At an off-camera news briefing on July 11, Sanders was asked when Trump and Trump Jr. had spoken last. She said she did not know.

That night, the Times reported that the president had signed off on his son’s statement.

On “Good Morning America” the next day, Sekulow disputed the Times’s report. “The president didn’t sign off on anything,” Sekulow said. “He was coming back from the G-20 [summit], the statement that was released on Saturday was released by Donald Trump Jr. and, I’m sure, in consultation with his lawyers. The president wasn’t involved in that.”

At an off-camera briefing hours later, however, Sanders wouldn’t repeat Sekulow’s denial.
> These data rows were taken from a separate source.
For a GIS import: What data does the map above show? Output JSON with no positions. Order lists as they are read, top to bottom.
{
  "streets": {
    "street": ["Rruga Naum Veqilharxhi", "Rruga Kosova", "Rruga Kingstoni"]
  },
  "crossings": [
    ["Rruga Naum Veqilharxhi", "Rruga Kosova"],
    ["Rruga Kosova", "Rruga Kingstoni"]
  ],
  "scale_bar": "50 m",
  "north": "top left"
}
This was her exchange with The Post’s Philip Rucker, one of the reporters behind Monday’s scoop:

RUCKER: Has President Trump had any communication with his son, Donald Trump Jr., over the last several days? And was he involved in helping Donald Trump Jr. craft his statement to the press over the weekend on Air Force One, as was reported in the New York Times?

SANDERS: I’m not sure about specific communications and the nature of those conversations. I know that they’ve spoken at least at some point over the last few days, but beyond that I don’t have any other further details.

RUCKER: Has he helped him with his response?

SANDERS: Not that I’m aware of, but I just don’t know the answer to that, Phil.

RUCKER: So is that not true?

SANDERS: I’ve been telling you, I’m just not sure. I don’t know the answer. I’ll have to check and let you know.

RUCKER: Okay. Can you find out?

SANDERS: Yeah.”

Sanders never followed up with reporters. It is certainly possible that she truly did not know whether the president was involved in crafting the statement; if that is the case, then she was remarkably incurious. Perhaps it was best not to know.